Erstellt am 01. Februar 2012, 00:00

Hundebiss: Bennet am Weg der Besserung. SCHWER VERLETZT / Hund biss Bennet (2) in die Wange und ins Bein. Operation gut verlaufen. Grund für Attacke ist unklar.

VON MICHAEL PEKOVICS

RETTENBACH / „Unser kleiner Bennet wurde gestern operiert. Die Operation ist gut verlaufen, er hatte zum Glück keine schweren inneren Verletzungen“, atmet Eveline Thaler, die Großtante des Zweijährigen, auf. Der furchtbare Vorfall ereignete sich am Sonntagnachmittag gegen 16 Uhr, die Familie trank gerade Kaffee.

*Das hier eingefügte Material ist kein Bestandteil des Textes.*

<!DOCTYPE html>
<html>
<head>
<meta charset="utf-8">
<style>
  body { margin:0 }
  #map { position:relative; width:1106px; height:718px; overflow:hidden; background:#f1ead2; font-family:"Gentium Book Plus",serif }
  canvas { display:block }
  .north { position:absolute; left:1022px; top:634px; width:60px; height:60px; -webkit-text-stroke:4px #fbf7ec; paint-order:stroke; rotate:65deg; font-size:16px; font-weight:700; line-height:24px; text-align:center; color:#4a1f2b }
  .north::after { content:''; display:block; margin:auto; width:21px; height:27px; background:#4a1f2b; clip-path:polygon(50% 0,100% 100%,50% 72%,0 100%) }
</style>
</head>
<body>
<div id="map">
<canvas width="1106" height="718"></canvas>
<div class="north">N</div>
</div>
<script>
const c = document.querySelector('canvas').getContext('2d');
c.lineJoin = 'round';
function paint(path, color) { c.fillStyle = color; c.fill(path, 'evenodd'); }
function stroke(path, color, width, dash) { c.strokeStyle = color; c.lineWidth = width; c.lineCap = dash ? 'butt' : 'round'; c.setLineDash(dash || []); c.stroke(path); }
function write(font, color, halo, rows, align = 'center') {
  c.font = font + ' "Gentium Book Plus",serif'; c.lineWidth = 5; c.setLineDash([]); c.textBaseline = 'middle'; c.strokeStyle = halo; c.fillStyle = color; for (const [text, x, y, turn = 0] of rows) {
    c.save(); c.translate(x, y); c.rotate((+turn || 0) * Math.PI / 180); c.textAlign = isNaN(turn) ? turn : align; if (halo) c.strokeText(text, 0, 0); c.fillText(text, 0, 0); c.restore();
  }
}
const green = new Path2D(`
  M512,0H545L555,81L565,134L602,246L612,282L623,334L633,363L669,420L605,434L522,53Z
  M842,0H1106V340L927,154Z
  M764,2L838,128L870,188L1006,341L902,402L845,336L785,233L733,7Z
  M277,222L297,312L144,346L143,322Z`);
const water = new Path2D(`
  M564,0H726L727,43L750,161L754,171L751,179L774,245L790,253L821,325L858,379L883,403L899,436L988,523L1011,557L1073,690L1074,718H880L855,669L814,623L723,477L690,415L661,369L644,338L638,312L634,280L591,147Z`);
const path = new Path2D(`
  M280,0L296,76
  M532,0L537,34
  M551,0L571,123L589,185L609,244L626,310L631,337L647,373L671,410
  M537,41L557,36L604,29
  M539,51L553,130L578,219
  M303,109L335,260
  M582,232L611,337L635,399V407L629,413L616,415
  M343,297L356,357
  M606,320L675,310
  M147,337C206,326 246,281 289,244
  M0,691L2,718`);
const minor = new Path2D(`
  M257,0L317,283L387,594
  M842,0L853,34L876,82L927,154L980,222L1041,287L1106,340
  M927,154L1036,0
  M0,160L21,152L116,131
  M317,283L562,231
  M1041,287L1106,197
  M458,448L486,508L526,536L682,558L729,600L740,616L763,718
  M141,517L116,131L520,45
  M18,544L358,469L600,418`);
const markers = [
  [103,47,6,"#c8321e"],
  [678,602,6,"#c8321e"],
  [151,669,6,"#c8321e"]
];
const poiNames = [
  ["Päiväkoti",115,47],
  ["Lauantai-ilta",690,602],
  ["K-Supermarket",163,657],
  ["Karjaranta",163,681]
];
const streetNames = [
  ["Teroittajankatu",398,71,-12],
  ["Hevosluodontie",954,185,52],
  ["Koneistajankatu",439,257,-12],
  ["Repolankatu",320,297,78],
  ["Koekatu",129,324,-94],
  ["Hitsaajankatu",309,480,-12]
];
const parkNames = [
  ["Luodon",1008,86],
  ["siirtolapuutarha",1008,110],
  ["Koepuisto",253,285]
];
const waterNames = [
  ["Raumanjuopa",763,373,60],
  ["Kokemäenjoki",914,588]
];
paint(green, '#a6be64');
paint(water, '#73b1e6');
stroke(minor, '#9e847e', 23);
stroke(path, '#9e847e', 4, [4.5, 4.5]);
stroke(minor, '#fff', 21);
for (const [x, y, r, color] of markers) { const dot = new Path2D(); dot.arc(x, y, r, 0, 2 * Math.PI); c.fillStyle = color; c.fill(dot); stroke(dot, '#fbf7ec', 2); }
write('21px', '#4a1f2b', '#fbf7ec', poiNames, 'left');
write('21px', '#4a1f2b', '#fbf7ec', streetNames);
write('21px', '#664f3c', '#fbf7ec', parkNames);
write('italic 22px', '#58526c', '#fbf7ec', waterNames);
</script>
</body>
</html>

„Ike“ biss Bennet ins  Gesicht und ins Bein

„Plötzlich hörten wir seltsame Geräusche aus dem Obergeschoss“, erinnert sich die im Untergeschoss des Mehrparteienhauses wohnende Eveline Thaler an die tragischen Minuten zurück. Bennets Großvater Hans-Jürgen März stürmte sofort die Treppe hinauf und sah, wie seine im Obergeschoss wohnende Tochter Sharone Bennet im Arm hielt und sich vom Hund wegdrehte.

März stellte sich zwischen sie und den Hund und drängte das Tier weg. Doch der American Staffordshire Mischlingsrüde „Ike“ hatte dem Zweijährigen zuvor schon ins Gesicht und auch ins Bein gebissen. Eveline Thaler – Mutter Sharona ist ihre Nichte – verständigte sofort die Rettung, nur Minuten später landete der ÖAMTC-Notarzthubschrauber vor dem sogenannten „12er Haus“ (ehemaliges Bergwerkshaus) in Rettenbach. Großvater März hatte sich inzwischen um den verletzten Bennet gekümmert. Seine Wange war großflächig aufgerissen, laut Sanitätern des Notarzthubschraubers erlitt der Zweijährige „schwer blutende“ Verletzungen.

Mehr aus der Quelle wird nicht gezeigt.